Meat (without fat or skin), 1 lb.; cold water, exact pint: heating 2 hours or more; to boil 15 minutes at the utmost. Beef tea or broth.—Beef, 1 lb.; water, 1-1/2 pint or 1 quart.
Obs.—To mingle vegetable diet in its best form with this extract, it will be sufficient, as we have explained in “Cookery for Invalids,” to boil down the kind of vegetable desired, sliced or cut up small, in a very moderate quantity of water, until its juices are well drawn out; then to strain off the liquid from it with slight pressure, and, when it has become cold, to pour it to the chopped meat instead of water. Several different sorts can be mixed together, and cooked in this way: the water must boil before they are added to it.
They should be much more tender than when merely boiled for table, but not reduced to pulp. The juice should remain clear; no salt should be added; and it should be quite cold before it is stirred to the meat.
When the extract is wanted for gravy, a small portion of onion, and of herbs, carrots, celery, and the other usual vegetables, may be stewed together, to give it the requisite flavour.

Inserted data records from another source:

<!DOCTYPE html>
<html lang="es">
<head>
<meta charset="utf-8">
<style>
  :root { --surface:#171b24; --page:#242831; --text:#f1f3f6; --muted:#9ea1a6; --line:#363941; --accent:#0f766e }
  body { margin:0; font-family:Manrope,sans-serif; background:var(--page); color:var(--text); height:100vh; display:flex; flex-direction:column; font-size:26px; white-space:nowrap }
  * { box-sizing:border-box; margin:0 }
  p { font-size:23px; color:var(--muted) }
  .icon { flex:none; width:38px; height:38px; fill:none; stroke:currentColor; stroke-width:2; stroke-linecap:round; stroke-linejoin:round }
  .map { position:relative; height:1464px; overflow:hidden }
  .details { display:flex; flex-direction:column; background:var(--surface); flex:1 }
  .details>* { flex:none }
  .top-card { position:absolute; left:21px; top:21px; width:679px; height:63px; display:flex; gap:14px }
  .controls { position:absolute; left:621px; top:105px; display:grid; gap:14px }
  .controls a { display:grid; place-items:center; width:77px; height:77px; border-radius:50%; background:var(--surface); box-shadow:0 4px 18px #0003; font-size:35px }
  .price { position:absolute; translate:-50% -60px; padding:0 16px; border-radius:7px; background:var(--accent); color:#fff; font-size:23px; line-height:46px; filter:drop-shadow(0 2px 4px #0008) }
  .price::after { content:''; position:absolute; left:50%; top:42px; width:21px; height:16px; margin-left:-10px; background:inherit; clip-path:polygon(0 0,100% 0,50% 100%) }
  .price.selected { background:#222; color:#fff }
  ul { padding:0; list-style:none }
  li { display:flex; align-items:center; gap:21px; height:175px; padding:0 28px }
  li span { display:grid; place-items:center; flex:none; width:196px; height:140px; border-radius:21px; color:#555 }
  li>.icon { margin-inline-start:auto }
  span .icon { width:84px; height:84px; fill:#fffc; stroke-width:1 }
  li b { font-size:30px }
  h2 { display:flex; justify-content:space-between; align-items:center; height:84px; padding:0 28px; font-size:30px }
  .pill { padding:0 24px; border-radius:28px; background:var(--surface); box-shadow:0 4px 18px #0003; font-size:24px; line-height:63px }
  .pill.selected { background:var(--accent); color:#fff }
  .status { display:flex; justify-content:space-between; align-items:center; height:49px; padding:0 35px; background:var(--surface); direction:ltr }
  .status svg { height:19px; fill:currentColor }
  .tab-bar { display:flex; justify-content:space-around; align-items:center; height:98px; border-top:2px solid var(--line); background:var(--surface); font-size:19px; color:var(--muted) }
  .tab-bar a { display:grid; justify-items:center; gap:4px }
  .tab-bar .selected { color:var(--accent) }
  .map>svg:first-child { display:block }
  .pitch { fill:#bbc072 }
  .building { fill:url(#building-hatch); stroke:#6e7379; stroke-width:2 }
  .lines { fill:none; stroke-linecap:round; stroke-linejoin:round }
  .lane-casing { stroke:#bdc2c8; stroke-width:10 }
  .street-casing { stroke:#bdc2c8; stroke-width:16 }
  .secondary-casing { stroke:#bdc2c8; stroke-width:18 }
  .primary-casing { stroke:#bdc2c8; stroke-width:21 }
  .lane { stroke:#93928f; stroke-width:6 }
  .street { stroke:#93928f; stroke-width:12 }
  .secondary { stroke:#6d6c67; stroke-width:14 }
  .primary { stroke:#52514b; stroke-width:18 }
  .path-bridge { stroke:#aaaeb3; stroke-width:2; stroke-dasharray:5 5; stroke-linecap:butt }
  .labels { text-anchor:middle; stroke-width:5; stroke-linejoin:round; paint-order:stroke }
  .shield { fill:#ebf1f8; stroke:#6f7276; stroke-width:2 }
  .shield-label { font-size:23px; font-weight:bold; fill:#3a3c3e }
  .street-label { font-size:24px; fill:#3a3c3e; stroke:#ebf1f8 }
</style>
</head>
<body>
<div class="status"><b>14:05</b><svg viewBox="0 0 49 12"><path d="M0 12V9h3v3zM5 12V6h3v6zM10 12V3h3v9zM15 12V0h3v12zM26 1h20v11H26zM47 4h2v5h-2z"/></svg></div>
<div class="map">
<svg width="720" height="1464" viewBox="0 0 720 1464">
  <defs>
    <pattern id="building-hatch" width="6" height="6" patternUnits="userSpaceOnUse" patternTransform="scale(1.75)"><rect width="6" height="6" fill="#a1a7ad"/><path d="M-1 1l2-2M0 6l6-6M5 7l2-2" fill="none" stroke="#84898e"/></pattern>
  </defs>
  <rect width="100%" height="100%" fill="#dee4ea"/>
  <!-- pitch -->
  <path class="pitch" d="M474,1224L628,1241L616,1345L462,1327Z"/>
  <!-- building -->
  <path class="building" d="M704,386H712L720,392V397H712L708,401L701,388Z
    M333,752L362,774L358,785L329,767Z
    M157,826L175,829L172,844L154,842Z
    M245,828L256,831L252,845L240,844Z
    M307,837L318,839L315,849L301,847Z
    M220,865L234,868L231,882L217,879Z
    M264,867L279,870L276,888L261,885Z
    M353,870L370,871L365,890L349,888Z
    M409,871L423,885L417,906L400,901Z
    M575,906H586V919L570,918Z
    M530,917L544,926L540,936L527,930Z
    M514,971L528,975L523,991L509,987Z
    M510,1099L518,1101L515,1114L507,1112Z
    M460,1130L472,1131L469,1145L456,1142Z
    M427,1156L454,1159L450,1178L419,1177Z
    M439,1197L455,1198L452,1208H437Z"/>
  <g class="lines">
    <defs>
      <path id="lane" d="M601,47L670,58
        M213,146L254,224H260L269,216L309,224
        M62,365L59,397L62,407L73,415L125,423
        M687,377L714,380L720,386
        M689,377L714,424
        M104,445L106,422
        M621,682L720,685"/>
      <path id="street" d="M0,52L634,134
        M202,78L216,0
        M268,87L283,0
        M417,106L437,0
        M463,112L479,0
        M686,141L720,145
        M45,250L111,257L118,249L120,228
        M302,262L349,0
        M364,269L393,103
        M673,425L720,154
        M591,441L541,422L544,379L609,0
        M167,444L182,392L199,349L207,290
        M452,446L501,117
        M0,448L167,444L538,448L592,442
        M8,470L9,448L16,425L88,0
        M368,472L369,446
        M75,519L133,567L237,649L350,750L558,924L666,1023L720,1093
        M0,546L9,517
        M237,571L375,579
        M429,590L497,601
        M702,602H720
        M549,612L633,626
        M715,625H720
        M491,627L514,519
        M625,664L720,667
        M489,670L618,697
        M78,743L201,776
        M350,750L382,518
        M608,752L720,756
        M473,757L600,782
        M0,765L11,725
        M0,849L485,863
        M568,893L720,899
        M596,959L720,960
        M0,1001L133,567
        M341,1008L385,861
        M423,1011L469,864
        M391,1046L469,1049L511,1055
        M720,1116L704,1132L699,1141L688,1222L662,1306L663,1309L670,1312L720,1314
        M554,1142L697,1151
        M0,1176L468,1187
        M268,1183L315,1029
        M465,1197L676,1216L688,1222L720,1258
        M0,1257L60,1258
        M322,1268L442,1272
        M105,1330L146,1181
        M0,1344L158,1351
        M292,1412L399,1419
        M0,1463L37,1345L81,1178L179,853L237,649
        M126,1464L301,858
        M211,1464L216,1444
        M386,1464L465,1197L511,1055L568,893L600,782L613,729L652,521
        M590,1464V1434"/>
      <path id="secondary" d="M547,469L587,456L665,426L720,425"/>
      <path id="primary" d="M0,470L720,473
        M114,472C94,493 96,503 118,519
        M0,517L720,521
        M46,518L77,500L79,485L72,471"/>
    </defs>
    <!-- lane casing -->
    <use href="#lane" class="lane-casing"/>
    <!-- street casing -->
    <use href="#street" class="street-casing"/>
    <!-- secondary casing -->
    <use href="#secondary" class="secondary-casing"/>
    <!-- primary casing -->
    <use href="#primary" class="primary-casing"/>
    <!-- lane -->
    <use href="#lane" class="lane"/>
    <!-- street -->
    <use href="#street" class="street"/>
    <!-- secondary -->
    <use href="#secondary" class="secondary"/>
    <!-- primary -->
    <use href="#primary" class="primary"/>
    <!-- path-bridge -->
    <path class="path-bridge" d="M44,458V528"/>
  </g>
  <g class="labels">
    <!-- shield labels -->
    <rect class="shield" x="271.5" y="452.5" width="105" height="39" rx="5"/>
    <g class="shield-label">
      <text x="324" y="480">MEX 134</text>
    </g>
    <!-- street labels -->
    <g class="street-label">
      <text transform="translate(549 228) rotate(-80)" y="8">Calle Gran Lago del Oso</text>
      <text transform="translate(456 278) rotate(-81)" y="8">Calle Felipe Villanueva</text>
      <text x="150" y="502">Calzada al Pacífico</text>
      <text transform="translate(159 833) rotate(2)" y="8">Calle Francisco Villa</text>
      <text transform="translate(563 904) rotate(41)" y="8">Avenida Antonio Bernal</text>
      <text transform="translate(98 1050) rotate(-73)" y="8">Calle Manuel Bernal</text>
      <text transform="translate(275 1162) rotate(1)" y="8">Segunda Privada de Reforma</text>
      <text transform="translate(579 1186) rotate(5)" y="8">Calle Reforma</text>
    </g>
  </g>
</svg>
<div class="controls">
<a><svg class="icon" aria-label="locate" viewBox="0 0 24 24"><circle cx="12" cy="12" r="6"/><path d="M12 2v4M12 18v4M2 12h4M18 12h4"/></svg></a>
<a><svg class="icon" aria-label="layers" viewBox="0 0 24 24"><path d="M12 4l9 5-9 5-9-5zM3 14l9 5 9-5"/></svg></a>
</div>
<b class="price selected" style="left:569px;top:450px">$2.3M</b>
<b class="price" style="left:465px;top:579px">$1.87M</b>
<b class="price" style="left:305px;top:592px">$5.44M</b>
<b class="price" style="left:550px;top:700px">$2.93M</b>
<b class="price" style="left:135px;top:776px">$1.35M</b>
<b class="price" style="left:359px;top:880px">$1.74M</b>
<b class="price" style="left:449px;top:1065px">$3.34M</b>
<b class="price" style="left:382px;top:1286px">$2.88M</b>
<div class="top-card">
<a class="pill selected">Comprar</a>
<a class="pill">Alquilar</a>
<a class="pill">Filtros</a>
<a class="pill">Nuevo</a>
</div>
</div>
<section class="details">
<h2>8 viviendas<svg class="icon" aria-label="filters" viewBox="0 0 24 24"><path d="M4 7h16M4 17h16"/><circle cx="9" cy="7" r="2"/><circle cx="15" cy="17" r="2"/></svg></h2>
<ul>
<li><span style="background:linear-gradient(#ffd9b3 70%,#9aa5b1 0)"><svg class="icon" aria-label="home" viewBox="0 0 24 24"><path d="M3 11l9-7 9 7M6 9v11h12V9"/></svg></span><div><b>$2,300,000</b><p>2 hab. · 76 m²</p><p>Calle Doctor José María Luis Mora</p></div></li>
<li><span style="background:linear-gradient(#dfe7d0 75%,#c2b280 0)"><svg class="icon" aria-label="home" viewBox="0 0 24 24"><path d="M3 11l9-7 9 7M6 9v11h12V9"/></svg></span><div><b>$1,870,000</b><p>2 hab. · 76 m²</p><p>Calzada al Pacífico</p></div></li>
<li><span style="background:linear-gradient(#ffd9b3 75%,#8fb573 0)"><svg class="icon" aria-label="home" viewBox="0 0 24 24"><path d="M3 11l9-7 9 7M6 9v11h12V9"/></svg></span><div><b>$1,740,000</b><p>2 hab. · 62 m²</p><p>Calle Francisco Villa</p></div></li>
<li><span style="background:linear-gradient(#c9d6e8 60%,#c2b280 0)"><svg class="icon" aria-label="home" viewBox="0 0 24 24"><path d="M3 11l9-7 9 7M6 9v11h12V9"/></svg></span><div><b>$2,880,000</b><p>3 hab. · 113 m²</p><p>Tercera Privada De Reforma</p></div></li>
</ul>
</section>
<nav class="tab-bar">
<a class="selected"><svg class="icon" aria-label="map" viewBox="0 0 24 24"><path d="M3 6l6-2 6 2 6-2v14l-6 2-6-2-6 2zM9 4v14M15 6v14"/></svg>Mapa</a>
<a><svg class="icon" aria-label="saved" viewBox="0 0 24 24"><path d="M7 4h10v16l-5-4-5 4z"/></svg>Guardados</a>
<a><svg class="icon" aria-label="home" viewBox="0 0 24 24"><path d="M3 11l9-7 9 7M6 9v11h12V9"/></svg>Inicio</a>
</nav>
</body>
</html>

About an inch square of the Jewish beef (see Chapter of [Foreign Cookery]), whether cooked or uncooked, will impart a fine savour to it; the smoked surface of this should be pared off before it is used, and it may be added in thin slices.
BOUILLON.
(The Common Soup or Beef-Broth of France; cheap, and very wholesome.)
This soup, or broth as we should perhaps designate it in England, is made once or twice in the week, in every family of respectability in France; and by the poorer classes as often as their means will enable them to substitute it for the vegetable or maigre soups, on which they are more commonly obliged to subsist. It is served usually on the first day with slices of untoasted bread soaked in it; on the second, it is generally varied with vermicelli, rice, or semoulina. The ingredients are, of course, often otherwise proportioned than as we have given them, and more or less meat is allowed according to the taste or circumstances of the persons for whom the bouillon is prepared; but the process of making it is always the same, and is thus described (rather learnedly) by one of the most skilful cooks in Europe: “The stock-pot of the French artisan,” says Monsieur Carême, “supplies his principal nourishment; and it is thus managed by his wife, who, without the slightest knowledge of chemistry, conducts the process in a truly scientific manner. She first lays the meat into an earthen stock-pot, and pours cold water to it in the proportion of about two quarts to three pounds of the beef;[[15]] she then places it by the side of the fire, where it slowly becomes hot; and as it does so, the heat enlarges the fibre of the meat, dissolves the gelatinous substances which it contains, allows the albumen (or the muscular part which produces the scum) to disengage itself, and rise to the surface, and the OZMAZOME (which is the most savoury part of the meat) to be diffused through the broth. Thus, from the simple circumstance of boiling it in the gentlest manner, a relishing and nutritious soup will be obtained, and a dish of tender and palatable meat; but if the pot be placed and kept over a quick fire, the albumen will coagulate, harden the meat, prevent the water from penetrating it, and the ozmazome from disengaging itself; the result will be a broth without flavour or goodness, and a tough, dry bit of meat.”
[15]. This is a large proportion of meat for the family of a French artisan, a pound to the quart would be nearer the reality; but it is not the refuse-meat which would be purchased by persons of the same rank in England for making broth.